Se seguimos somente com as tramas que contam sempre a história da mulher que superou todo tipo de adversidade e deu a volta por cima, cairemos em uma nova armadilha. Deixaremos o estereótipo da princesa tola e cederemos ao estereótipo da “mulher forte”, abrindo mão, novamente, de qualquer diversidade. É urgente e imprescindível que o cinema diversifique abordagens e abandone o conforto das personagens que simplesmente funcionam ou que comovem e agradam.
Além do mais, mulheres não são fortes porque soa como um belo adjetivo. Geralmente mulheres são fortes por necessidade, sobrevivência.
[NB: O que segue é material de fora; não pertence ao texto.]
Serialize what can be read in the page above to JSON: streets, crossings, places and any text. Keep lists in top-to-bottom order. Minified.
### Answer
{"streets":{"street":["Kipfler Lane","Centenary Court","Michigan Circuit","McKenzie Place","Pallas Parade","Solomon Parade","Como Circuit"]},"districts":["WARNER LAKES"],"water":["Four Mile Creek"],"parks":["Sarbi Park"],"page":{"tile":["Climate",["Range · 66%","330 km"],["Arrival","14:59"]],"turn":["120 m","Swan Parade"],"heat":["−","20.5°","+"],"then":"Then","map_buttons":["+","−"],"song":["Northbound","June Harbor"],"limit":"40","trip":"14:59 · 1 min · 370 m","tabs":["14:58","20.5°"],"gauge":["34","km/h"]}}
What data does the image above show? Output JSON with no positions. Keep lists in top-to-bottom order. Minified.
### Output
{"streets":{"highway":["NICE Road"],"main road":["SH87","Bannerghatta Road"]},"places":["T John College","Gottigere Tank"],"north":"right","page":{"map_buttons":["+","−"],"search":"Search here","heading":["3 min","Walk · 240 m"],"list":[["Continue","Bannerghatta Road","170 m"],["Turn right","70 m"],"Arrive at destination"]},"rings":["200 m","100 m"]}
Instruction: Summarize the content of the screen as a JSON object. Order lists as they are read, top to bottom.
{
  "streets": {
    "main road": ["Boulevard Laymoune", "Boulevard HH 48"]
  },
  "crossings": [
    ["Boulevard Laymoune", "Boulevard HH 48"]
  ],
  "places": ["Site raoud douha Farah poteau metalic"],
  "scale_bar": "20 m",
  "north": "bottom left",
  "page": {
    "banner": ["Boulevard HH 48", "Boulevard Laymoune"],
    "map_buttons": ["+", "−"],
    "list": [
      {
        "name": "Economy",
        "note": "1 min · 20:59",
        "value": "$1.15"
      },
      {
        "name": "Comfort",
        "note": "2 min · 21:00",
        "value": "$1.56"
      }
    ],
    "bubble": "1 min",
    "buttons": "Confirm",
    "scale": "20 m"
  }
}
Basta tomar como exemplo o caso de June, a Offred de The Handmaid’s Tale – distopia ovacionada pela crítica e pelo público por representar um cenário extremo de desigualdade e violência de gênero.
A personagem de Elisabeth Moss era uma mulher independente, tinha uma carreira, uma família, planos e sonhos. De repente, sua vida sofre uma reviravolta e ela é escravizada por uma sociedade autoritária, abusiva e misógina. Uma realidade que, de certa forma, já diz respeito a muitas mulheres do mundo real e atual.
Por isso, é claro que produções como “The Handmaid’s” ocupam um lugar importante de denúncia. E também é importante falar sobre mulheres obrigadas a serem fortes. Mas logo será fundamental avançar a discussão. Se num primeiro momento as personagens “fortes” foram necessárias para acabar com certo padrão de representatividade, agora queremos mais. Queremos mais mulheres reais e possíveis. Queremos equidade, afinal.